Acute poststreptococcal glomerulonephritis (APSGN) is an inflammation of the kidney tubules (glomeruli) that filter waste products from the blood, following a streptococcal infection such as strep throat. APSGN is also called postinfectious glomerulonephritis.

Glomerulonephritis (GN) is the term generally reserved for the variety of renal diseases in which inflammation of the glomerulus, manifested by proliferation of cellular elements, is secondary to an immunologic mechanism. The modification of this term by the adjective acute (eg, acute glomerulonephritis [AGN], poststreptococcal acute glomerulonephritis [PSAGN]) has imposed temporal restrictions and, as most commonly used by the clinician, defines an almost characteristic clinicopathologic correlation.
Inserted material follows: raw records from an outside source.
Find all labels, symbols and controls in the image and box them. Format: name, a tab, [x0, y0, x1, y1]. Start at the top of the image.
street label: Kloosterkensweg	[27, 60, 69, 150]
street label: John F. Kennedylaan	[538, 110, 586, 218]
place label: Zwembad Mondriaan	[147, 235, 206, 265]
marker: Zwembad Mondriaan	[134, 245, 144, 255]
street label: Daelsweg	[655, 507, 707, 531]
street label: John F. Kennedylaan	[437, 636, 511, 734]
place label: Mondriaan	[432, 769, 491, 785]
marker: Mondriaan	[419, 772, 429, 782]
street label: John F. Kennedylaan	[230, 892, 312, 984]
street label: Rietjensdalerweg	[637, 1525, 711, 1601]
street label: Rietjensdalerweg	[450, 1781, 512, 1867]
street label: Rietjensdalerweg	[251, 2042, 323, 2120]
The term also implies certain distinctive features concerning etiology, pathogenesis, course, and prognosis.

Causes

Acute glomerulonephritis often occurs after a streptococcal infection, such as strep throat. When this is the cause, the condition is called acute poststreptococcal glomerulonephritis (APSGN), or postinfectious glomerulonephritis. It can also occur when certain toxins, such as paints or glues, are inhaled and then excreted through the urine. While chronic glomerulonephritis occurs as a symptom of certain diseases, its cause is not known.

Symptoms

Many people do not manifest any symptoms in the early stages of this disease. When symptoms do occur, they may include a low amount of urine or dark, bloody urine, fluid retention and tissue swelling (edema), such as a puffiness of the face and eyelids or swelling in the legs. Brain swelling and high blood pressure may produce headaches, visual disturbances and other serious brain disturbances.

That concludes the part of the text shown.